Zhihui Fu
Publications
POP: Prefill-Only Pruning for Efficient Large Model Inference
Large Language Models (LLMs) and Vision-Language Models (VLMs) have demonstrated remarkable capabilities. However, their deployment is hindered by significant computational costs. Existing structured pruning methods, while hardware-efficient, often suffer from significant accuracy degradation. In this paper, we argue that this failure stems from a stage-agnostic pruning approach that overlooks the asymmetric roles between the prefill and decode stages. By introducing a virtual gate mechanism, our importance analysis reveals that deep layers are critical for next-token prediction (decode) but largely redundant for context encoding (prefill). Leveraging this insight, we propose Prefill-Only Pruning (POP), a stage-aware inference strategy that safely omits deep layers during the computationally intensive prefill stage while retaining the full model for the sensitive decode stage. To enable the transition between stages, we introduce independent Key-Value (KV) projections to maintain cache integrity, and a boundary handling strategy to ensure the accuracy of the first generated token. Extensive experiments on Llama-3.1, Qwen3-VL, and Gemma-3 across diverse modalities demonstrate that POP achieves up to 1.37$\times$ speedup in prefill latency with minimal performance loss, effectively overcoming the accuracy-efficiency trade-off limitations of existing structured pruning methods.

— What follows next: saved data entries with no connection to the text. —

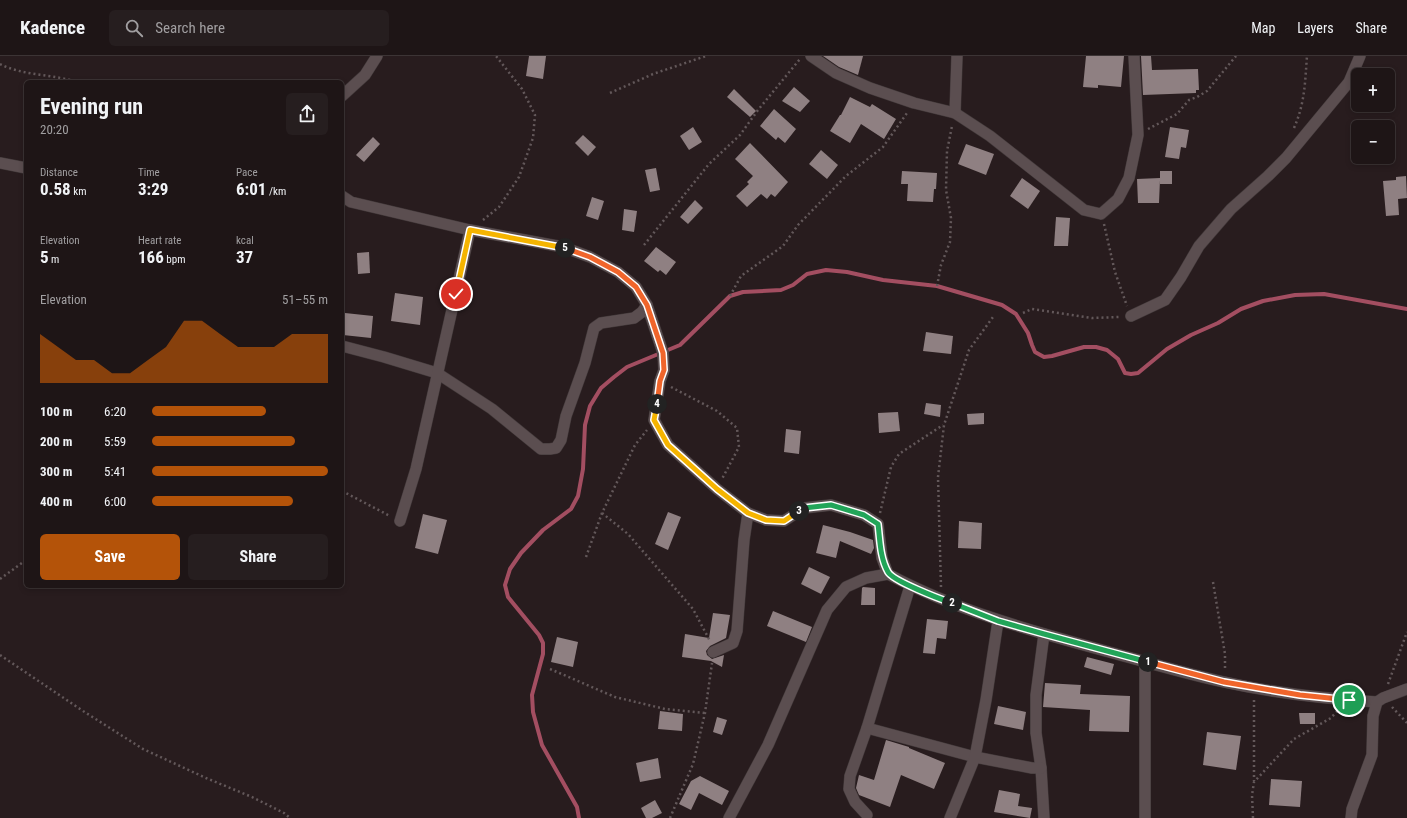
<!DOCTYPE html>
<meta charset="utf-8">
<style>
:root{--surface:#1e1516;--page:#261e1f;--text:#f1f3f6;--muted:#a19fa1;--line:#3c3435;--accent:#b45309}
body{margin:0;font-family:"Roboto Condensed",sans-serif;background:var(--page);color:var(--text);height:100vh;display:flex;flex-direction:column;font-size:15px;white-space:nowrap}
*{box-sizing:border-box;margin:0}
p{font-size:13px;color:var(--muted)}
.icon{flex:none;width:22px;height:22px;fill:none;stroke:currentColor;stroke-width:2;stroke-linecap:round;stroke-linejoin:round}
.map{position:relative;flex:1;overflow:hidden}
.panel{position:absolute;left:24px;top:24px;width:320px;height:508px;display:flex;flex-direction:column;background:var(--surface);border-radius:6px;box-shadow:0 2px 6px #0003,0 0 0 1px var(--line)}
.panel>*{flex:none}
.fabs{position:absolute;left:1351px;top:12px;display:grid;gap:8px}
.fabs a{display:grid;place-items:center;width:44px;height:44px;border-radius:6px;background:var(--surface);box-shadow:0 2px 6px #0003,0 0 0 1px var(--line);font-size:20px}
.pin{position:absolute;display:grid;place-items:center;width:34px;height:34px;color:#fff;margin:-17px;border:2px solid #fff;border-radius:50%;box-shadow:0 1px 4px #0007}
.km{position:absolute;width:20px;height:20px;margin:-10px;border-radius:50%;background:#222;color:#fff;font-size:11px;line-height:20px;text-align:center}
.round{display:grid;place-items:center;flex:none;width:42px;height:42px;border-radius:6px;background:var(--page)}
.headline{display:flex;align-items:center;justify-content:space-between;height:68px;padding:0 16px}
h1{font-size:22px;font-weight:700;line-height:30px}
.figures{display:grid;grid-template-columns:repeat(3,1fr);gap:6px;height:68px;padding:4px 16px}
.figures div{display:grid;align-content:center}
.figures b{font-size:17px;font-weight:700}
.figures small{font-size:11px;font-weight:400}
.figures p{font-size:11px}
.chart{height:112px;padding:8px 16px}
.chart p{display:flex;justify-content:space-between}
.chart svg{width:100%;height:72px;margin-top:4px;fill:var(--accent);opacity:.7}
.action{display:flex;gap:8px;margin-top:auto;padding:8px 16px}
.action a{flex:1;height:46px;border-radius:6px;background:var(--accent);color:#fff;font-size:16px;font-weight:700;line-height:46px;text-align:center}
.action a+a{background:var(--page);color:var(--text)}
ul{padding:0 16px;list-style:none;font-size:13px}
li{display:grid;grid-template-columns:64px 48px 1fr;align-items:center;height:30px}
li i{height:10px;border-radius:5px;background:var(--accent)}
header{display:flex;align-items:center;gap:24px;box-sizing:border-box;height:56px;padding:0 20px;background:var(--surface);border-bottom:1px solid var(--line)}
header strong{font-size:19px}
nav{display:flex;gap:22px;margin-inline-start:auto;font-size:14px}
.search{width:280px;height:36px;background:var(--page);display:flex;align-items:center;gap:10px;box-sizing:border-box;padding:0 14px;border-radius:6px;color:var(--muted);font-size:15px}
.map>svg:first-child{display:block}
</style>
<header>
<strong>Kadence</strong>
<div class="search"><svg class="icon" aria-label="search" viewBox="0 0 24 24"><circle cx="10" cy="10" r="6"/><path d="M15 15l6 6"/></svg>Search here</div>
<nav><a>Map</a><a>Layers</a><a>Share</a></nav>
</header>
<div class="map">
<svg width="1407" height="762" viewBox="0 0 1407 762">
<rect width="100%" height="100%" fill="#281c1e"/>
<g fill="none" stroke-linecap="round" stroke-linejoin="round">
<!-- stream -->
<path stroke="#a34e61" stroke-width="4" d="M 579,762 L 577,751 L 542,689 L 533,656 L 532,639 L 543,598 L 543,587 L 539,579 L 508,541 L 505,529 L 510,513 L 521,497 L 543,474 L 571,453 L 578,440 L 583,413 L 585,369 L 590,350 L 601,332 L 614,321 L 627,311 L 680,289 L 730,240 L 743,236 L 781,234 L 793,229 L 807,218 L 826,214 L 847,216 L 883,224 L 937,230 L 1002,249 L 1016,258 L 1028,277 L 1032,289 L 1035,296 L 1044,301 L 1052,300 L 1084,291 L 1096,291 L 1107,294 L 1118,303 L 1125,317 L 1131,318 L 1138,317 L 1167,293 L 1191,279 L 1218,267 L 1241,253 L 1263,245 L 1295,239 L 1324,238 L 1407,253"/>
</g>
<!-- building -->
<g fill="#8f8082">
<path d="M 529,0 L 546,0 L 543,23 L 526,20 Z"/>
<path d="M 823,0 L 863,0 L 858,19 L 839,11 Z"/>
<path d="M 1086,0 L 1124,0 L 1121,31 L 1098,29 L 1098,32 L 1083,31 Z"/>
<path d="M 1141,0 L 1151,0 L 1152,14 L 1198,13 L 1199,34 L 1196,34 L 1196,37 L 1143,39 Z"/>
<path d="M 794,31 L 810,45 L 800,56 L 782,45 Z"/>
<path d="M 734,33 L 756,55 L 750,61 L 727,41 Z"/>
<path d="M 850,41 L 870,51 L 872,48 L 896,63 L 884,83 L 861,68 L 850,87 L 830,75 L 840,59 L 841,59 Z"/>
<path d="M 774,53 L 796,73 L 785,87 L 778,81 L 776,84 L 760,70 Z"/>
<path d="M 693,71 L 702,86 L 689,94 L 680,80 Z"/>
<path d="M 1170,71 L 1189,74 L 1186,92 L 1181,91 L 1179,103 L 1165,101 Z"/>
<path d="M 583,79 L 596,91 L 588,100 L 575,87 Z"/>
<path d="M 373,81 L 380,88 L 364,106 L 356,99 Z"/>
<path d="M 750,87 L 788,126 L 775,141 L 771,138 L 767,143 L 761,138 L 747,151 L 736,140 L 749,128 L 747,126 L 753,120 L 735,103 Z"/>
<path d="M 966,88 L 994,98 L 986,119 L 958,108 Z"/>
<path d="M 821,94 L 838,109 L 827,123 L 809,108 Z"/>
<path d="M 656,112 L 660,134 L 650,136 L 645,114 Z"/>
<path d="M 902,115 L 937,117 L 936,133 L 934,133 L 933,146 L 907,145 L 908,128 L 901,128 Z"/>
<path d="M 1160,115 L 1172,115 L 1172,128 L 1160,128 L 1160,124 L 1159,147 L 1138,147 L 1137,123 L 1160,122 Z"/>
<path d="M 1406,120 L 1407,142 L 1398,143 L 1399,159 L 1386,160 L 1383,125 L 1396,124 L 1396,121 Z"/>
<path d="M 1022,122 L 1040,135 L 1028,153 L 1010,140 Z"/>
<path d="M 592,141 L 604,145 L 598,164 L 586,160 Z"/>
<path d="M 695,144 L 703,152 L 688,168 L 680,161 Z"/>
<path d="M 624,153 L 637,155 L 634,176 L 622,174 Z"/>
<path d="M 1056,161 L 1070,162 L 1068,190 L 1054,190 Z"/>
<path d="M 656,191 L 676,206 L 666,219 L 660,214 L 658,216 L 644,205 Z"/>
<path d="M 369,196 L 370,217 L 358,218 L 357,197 Z"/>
<path d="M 395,237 L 423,241 L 420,269 L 391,265 Z"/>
<path d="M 345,257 L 373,260 L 371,282 L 343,279 Z"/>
<path d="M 926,276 L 953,280 L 951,298 L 923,295 Z"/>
<path d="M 926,347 L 941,349 L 940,361 L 924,358 Z"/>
<path d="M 898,356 L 900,375 L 879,377 L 878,357 Z"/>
<path d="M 984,357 L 984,368 L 968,369 L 967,358 Z"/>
<path d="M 786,373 L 801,375 L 799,398 L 784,396 Z"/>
<path d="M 668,456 L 681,461 L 668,494 L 655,488 Z"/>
<path d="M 423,458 L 447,464 L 438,498 L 415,492 Z"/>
<path d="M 959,465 L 982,467 L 981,493 L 958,492 Z"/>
<path d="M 823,469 L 850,476 L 873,484 L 874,492 L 871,498 L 840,485 L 836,502 L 816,497 Z"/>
<path d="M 809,511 L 830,521 L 821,538 L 801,528 Z"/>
<path d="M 863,531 L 875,532 L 875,549 L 861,549 L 862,532 Z"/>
<path d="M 773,555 L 812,571 L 806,586 L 767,570 Z"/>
<path d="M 713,557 L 730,559 L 726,582 L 710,590 L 706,595 L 707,599 L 712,603 L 724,599 L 722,611 L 711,605 L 682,601 L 685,578 L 709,582 Z"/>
<path d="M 927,563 L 948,565 L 946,583 L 937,582 L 935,598 L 923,597 Z"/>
<path d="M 557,581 L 578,586 L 573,611 L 551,606 Z"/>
<path d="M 1087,601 L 1114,608 L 1111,619 L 1084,611 Z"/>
<path d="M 1045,627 L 1081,629 L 1080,638 L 1130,640 L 1129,676 L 1089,675 L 1090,654 L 1043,651 Z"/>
<path d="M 998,650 L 1026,656 L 1023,674 L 994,668 Z"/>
<path d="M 660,655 L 683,658 L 682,675 L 658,673 Z"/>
<path d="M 1299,657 L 1315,657 L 1315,668 L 1300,668 Z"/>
<path d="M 717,661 L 727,664 L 722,679 L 713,676 Z"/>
<path d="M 1207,676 L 1241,680 L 1236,714 L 1203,709 Z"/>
<path d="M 886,684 L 909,691 L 909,692 L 945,707 L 934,733 L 901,719 L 890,751 L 859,739 L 856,732 L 859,719 L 874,724 Z"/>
<path d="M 658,702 L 661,722 L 640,726 L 636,707 Z"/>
<path d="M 700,720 L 729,735 L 722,749 L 699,737 L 691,754 L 679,748 L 691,725 Z"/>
<path d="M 1271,723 L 1302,725 L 1300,751 L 1269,749 Z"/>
<path d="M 999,734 L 1020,738 L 1018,750 L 1032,752 L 1030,762 L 994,756 Z"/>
<path d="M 655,744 L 662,757 L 652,762 L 646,762 L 641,752 Z"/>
</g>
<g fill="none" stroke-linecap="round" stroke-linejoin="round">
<!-- minor casing -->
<g stroke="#413839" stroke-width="12">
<g id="minor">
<path d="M 811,0 L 836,17 L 870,32 L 914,47 L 955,57 L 990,80 L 1084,154 L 1101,158 L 1118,143 L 1129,122 L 1138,79 L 1134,0"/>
<path d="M 342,40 L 365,19 L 377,0"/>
<path d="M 955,57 L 957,0"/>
<path d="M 0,107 L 26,112"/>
<path d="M 342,140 L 351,146 L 470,174 L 563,191 L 590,201 L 618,216 L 636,231 L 647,249 L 663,297 L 664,314 L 660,325 L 654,364 L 668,389 L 717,433 L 748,457 L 766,464 L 784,465 L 804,452 L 831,449 L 864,459 L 878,468 L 882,502 L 888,518 C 959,556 1036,576 1113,597 C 1150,607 1187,618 1224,626 C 1274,637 1326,643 1377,646"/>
<path d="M 1131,260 L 1165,244 L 1181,221 L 1199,190 L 1231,153 L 1268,120 L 1286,102 L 1349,26 L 1360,0"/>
<path d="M 342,290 L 384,301 L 437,317 L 492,353 L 541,393 L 550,393 L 556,392 L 561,384 L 566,360 L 585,307 L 594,272 L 601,267 L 634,262 L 642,256 L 647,249"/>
<path d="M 400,465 L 416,413 L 470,174"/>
<path d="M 1044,578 L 1036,639 L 1036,677 L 1041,712 L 1044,762"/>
<path d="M 713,596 L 733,587 L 737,575 L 744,484 L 748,457"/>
<path d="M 867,672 L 975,701 L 1032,712 L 1041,712"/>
<path d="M 867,759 L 855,746 L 849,733 L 850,720 L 867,672 L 910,530"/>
<path d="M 729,762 L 768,689 L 827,554 L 846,531 L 866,522 L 888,518"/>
<path d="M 950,762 L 975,701 L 986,644 L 998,565"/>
<path d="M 1145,762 L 1145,605"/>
<path d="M 1351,762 L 1352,753 L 1372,699 L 1373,660 L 1377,646 L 1383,642 L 1407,633"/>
</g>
</g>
<!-- path -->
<g stroke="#63585a" stroke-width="2.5" stroke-dasharray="2 3" stroke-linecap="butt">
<path d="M 0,8 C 23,20 53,18 77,26"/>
<path d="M 610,37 L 653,18 L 706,0"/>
<path d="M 1294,72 C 1305,47 1305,26 1307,0"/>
<path d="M 1148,73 L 1177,58 L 1189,44 L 1197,41 L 1207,35 L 1236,0"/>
<path d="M 483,164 L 499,151 L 519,121 L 533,82 L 535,59 L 522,33 L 496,0"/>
<path d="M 1104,168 L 1115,216 L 1127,250"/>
<path d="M 644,189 L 709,108 L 740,79 L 758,54 L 800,3"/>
<path d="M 937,230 L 941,209 L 950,186 L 951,162 L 946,134 L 947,95 L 952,70"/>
<path d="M 730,240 L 741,220 L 783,190 L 798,169 L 846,120 L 883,91 L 907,57"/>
<path d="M 1023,257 L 1032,253 L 1092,262 L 1119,261"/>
<path d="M 671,331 L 717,355 L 737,372 L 739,391 L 722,423"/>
<path d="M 342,435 L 390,460"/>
<path d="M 602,457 L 628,478 L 693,553 L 710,585"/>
<path d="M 880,457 L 891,411 L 899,398 L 943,369"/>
<path d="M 586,501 L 602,457 L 635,389 L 647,374"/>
<path d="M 0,523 L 26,504"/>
<path d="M 1213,526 L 1225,598 L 1225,614"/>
<path d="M 941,531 L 938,421 L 944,369 L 969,294 L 993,261"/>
<path d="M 0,599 L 83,655 L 143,693 L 206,722 L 252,741 L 284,757 L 290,762"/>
<path d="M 550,613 L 615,641 L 665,653 L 705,657"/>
<path d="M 1388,628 L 1407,576"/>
<path d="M 1254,644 L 1254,725"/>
<path d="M 1392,651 L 1407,667"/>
<path d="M 670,762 L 693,708 L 705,657 L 712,607"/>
<path d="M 1253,762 L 1252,739 L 1254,726 L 1294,683 L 1331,662 L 1338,654"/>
</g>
<!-- minor -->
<use href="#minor" stroke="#5b4e50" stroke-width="11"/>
</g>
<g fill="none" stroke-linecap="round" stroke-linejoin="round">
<!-- split-1 casing -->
<g stroke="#fff" stroke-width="8">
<path id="split-1" d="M 1148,606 L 1224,626 L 1300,639 L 1349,644"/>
</g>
<!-- split-2 casing -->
<g stroke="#fff" stroke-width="8">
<path id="split-2" d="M 952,547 L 998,565 L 1044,578 L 1148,606"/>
</g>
<!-- split-3 casing -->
<g stroke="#fff" stroke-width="8">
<path id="split-3" d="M 799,455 L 804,452 L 831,449 L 864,459 L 878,468 C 880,484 880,502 888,516 C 893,525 940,543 952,547"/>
</g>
<!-- split-4 casing -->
<g stroke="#fff" stroke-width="8">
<path id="split-4" d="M 657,348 L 654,364 L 668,389 L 717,433 L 748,457 L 766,464 L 784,465 L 799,455"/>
</g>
<!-- split-5 casing -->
<g stroke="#fff" stroke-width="8">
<path id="split-5" d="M 565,192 L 590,201 L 618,216 L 636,231 L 647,249 L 663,297 L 664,314 L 660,325 L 657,348"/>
</g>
<!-- split-6 casing -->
<g stroke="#fff" stroke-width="8">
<path id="split-6" d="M 456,238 L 470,174 L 565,192"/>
</g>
<!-- split-1 -->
<use href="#split-1" stroke="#f0652b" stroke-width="5"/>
<!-- split-2 -->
<use href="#split-2" stroke="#22a559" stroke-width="5"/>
<!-- split-3 -->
<use href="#split-3" stroke="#22a559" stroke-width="5"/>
<!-- split-4 -->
<use href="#split-4" stroke="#f5b400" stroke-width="5"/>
<!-- split-5 -->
<use href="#split-5" stroke="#f0652b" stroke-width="5"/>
<!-- split-6 -->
<use href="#split-6" stroke="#f5b400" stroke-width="5"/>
</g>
</svg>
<div class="fabs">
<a>+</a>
<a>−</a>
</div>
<div class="pin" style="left:1349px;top:644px;background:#1e9e55"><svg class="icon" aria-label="arrive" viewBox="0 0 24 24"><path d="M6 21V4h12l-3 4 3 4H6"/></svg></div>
<div class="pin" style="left:456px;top:238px;background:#d93025"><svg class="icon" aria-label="check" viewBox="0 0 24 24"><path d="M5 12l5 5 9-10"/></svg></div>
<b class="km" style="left:1148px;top:606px">1</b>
<b class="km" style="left:952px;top:547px">2</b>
<b class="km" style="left:799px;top:455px">3</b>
<b class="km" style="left:657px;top:348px">4</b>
<b class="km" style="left:565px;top:192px">5</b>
<section class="panel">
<div class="headline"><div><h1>Evening run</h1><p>20:20</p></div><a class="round"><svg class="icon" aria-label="share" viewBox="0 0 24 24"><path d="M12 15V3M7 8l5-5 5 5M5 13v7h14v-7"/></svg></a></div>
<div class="figures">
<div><p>Distance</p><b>0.58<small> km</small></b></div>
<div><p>Time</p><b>3:29</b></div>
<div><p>Pace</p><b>6:01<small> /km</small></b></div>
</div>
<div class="figures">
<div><p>Elevation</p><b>5<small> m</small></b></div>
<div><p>Heart rate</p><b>166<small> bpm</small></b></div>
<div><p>kcal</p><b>37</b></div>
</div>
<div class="chart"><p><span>Elevation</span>51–55 m</p>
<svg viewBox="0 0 160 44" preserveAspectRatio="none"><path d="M0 44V14L10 22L20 30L30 30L40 38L50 38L60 30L70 22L80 6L90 6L100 14L110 22L120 22L130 22L140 14L150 14L160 14V44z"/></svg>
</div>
<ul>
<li><b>100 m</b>6:20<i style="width:65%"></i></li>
<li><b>200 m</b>5:59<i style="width:81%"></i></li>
<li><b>300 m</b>5:41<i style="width:100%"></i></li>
<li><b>400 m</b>6:00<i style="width:80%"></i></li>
</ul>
<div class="action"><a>Save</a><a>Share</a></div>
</section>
</div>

FraudShield: Knowledge Graph Empowered Defense for LLMs against Fraud Attacks
Large language models (LLMs) have been widely integrated into critical automated workflows, including contract review and job application processes. However, LLMs are susceptible to manipulation by fraudulent information, which can lead to harmful outcomes. Although advanced defense methods have been developed to address this issue, they often exhibit limitations in effectiveness, interpretability, and generalizability, particularly when applied to LLM-based applications. To address these challenges, we introduce FraudShield, a novel framework designed to protect LLMs from fraudulent content by leveraging a comprehensive analysis of fraud tactics. Specifically, FraudShield constructs and refines a fraud tactic-keyword knowledge graph to capture high-confidence associations between suspicious text and fraud techniques. The structured knowledge graph augments the original input by highlighting keywords and providing supporting evidence, guiding the LLM toward more secure responses. Extensive experiments show that FraudShield consistently outperforms state-of-the-art defenses across four mainstream LLMs and five representative fraud types, while also offering interpretable clues for the model's generations.